Wes you're pregnant too!? :jawdrop:


----------



## wes (Apr 30, 2002)

*Thanks guys!*

Yes we are in our 12th week thank the lord. My wif eand I miscarried during the summer (major drag) so the fact that we made it this far is a relief!


----------



## Mr SEntra (Oct 7, 2002)

Wes, you're 200 has always been one of my favorites back when it was the small sentra.net community forums way back when. Great job on the car and can't wait to see more updates.


----------



## nismo18 (Jan 9, 2003)

Thats awesome. Is that pretty much your whole goal or are you 
going to try and get more out of it?


----------



## wes (Apr 30, 2002)

*Thanks guys!*

I am going to try and get more out of it as I still have the JWT turbo cams to install, if I break 250 I will be happy. 

If I redo the fuel system and do water injection I will try for more, otherwise it is pretty much maxed right now.


----------



## Mr SEntra (Oct 7, 2002)

Keep us updated, no doubt.


----------



## Chuck (Nov 19, 2003)

Lol.. oh.. settling for 250 eh?.. i bet with aquamist/Z32 MAF/ bigger injectors, and fuel upgrade... with turbo cams.. i am guessing 300HP.. (probably around 19-20 psi)


----------



## wes (Apr 30, 2002)

Chuck said:


> Lol.. oh.. settling for 250 eh?.. i bet with aquamist/Z32 MAF/ bigger injectors, and fuel upgrade... with turbo cams.. i am guessing 300HP.. (probably around 19-20 psi)


Maybe close, on one pass, with a broken rod/rod bolts after that run... I guess we will see though.


----------



## 1 WICKED SE-R (Apr 13, 2003)

wes said:


> Thanks Mike. I always thought it was the opposite. Regardless I was SHOCKED with the numbers. I expected 220ish, tops. I am VERY curious to see what the turbo cams will do....

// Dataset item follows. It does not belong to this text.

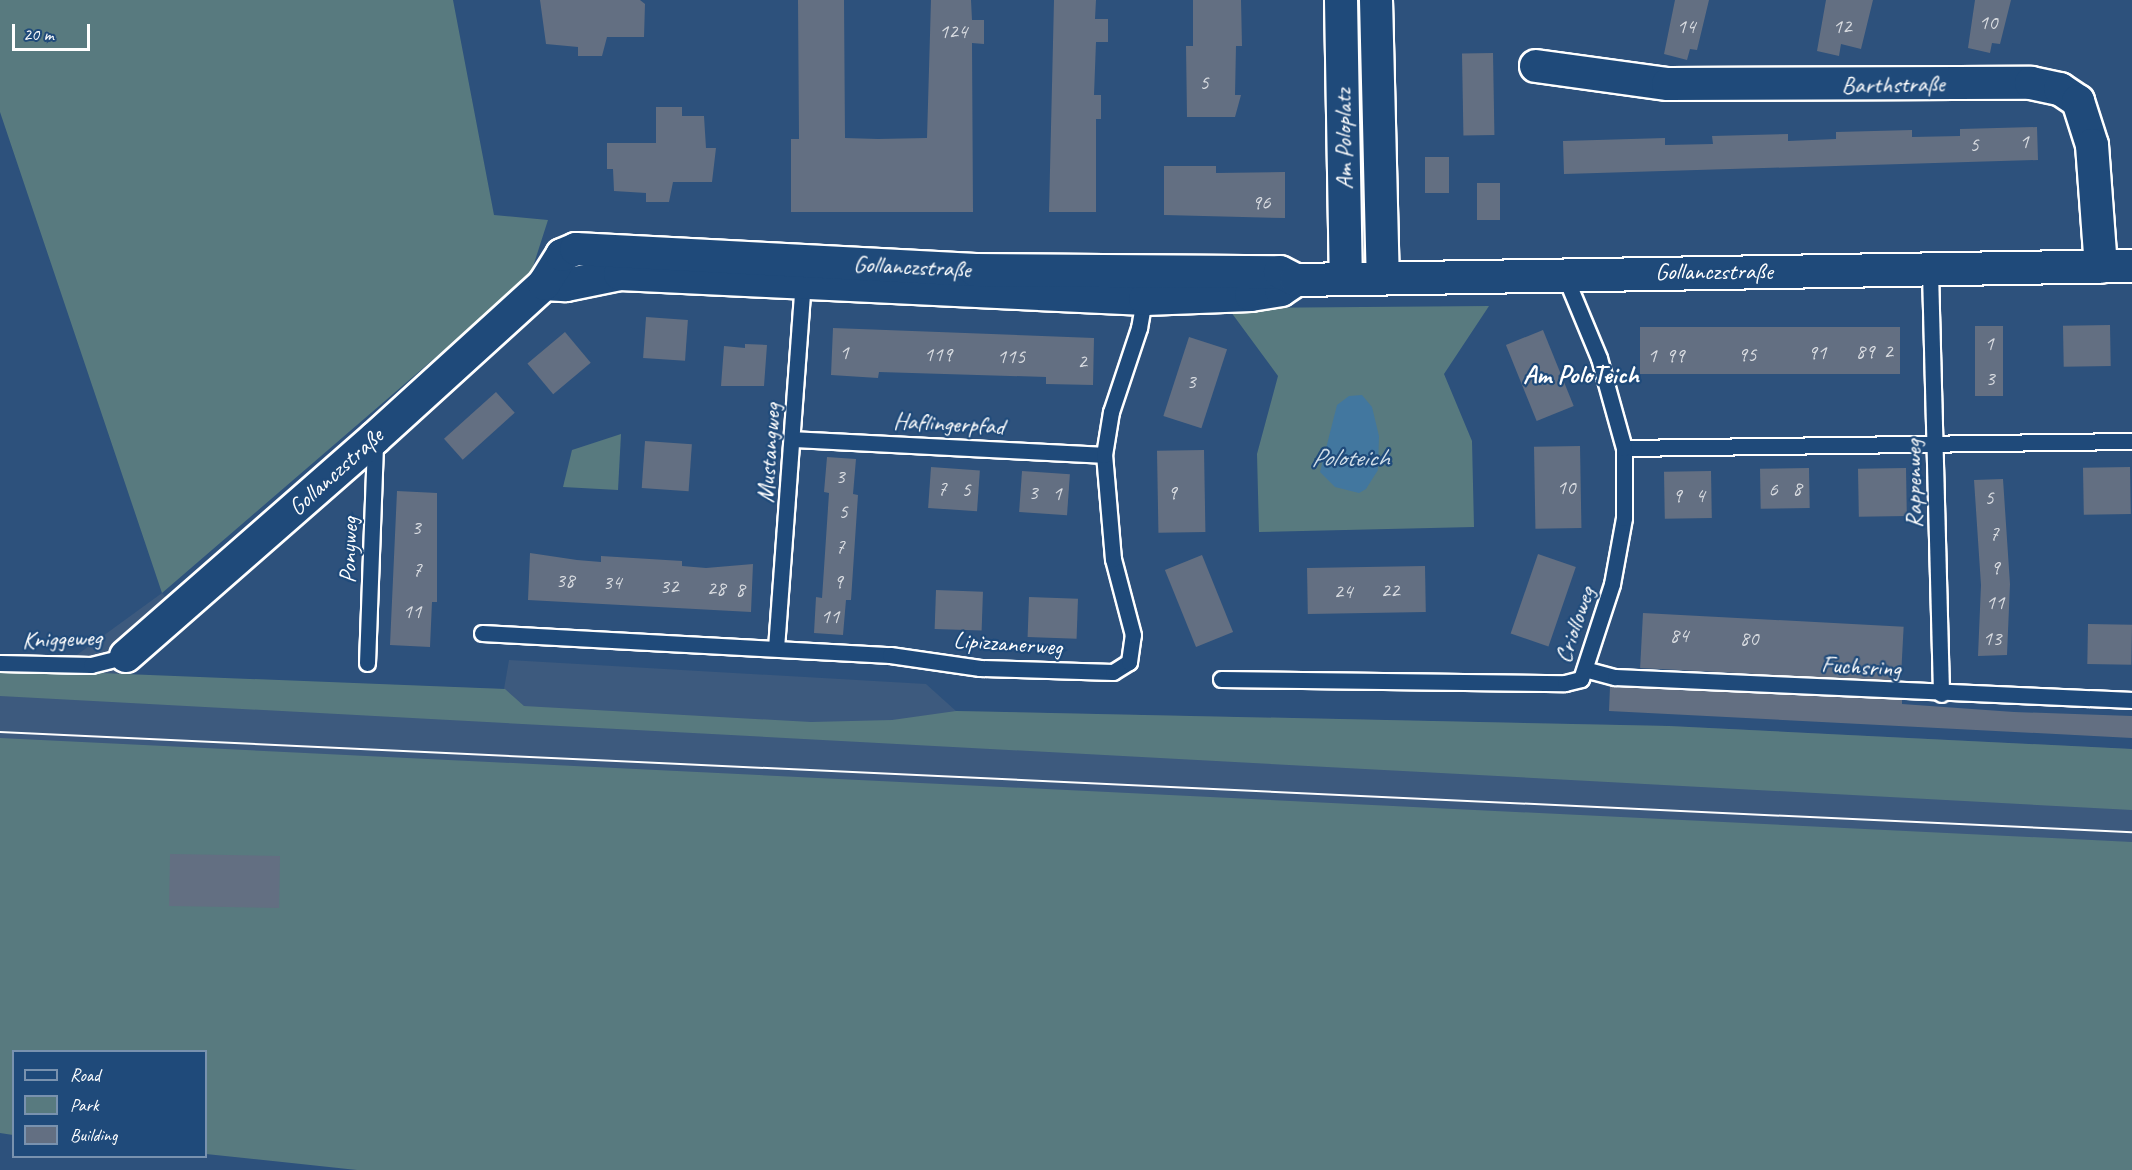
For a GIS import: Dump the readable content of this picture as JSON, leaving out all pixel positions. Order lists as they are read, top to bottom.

man i have never seen those #'s from any other turbo car in my life 
man that thing must be 9's or something 

how are you gonna control that HP beast 
and how are you gonna drive it on the street??


:balls:


----------



## wes (Apr 30, 2002)

*Huh?*



1 WICKED SE-R said:


> man i have never seen those #'s from any other turbo car in my life
> man that thing must be 9's or something
> 
> how are you gonna control that HP beast
> ...


Your kidding right. Cause if your being a dick I will tell you what I really think.


----------



## DriftVader (Jan 12, 2004)

my crx has the same numbers same curves too


----------



## 1 WICKED SE-R (Apr 13, 2003)

im thinking that that is a dyno of like a rocket ship or something like that 
i would guess at that HP you would be running rocket fuel ...right?


:balls:


----------



## wes (Apr 30, 2002)

1 WICKED SE-R said:


> im thinking that that is a dyno of like a rocket ship or something like that
> i would guess at that HP you would be running rocket fuel ...right?
> 
> 
> :balls:


Yeah pretty much. I know a guy that has a totaled SE-R , doesn't run, and I WASTED him baaaad. I put like multiple bus lenghts on that car.....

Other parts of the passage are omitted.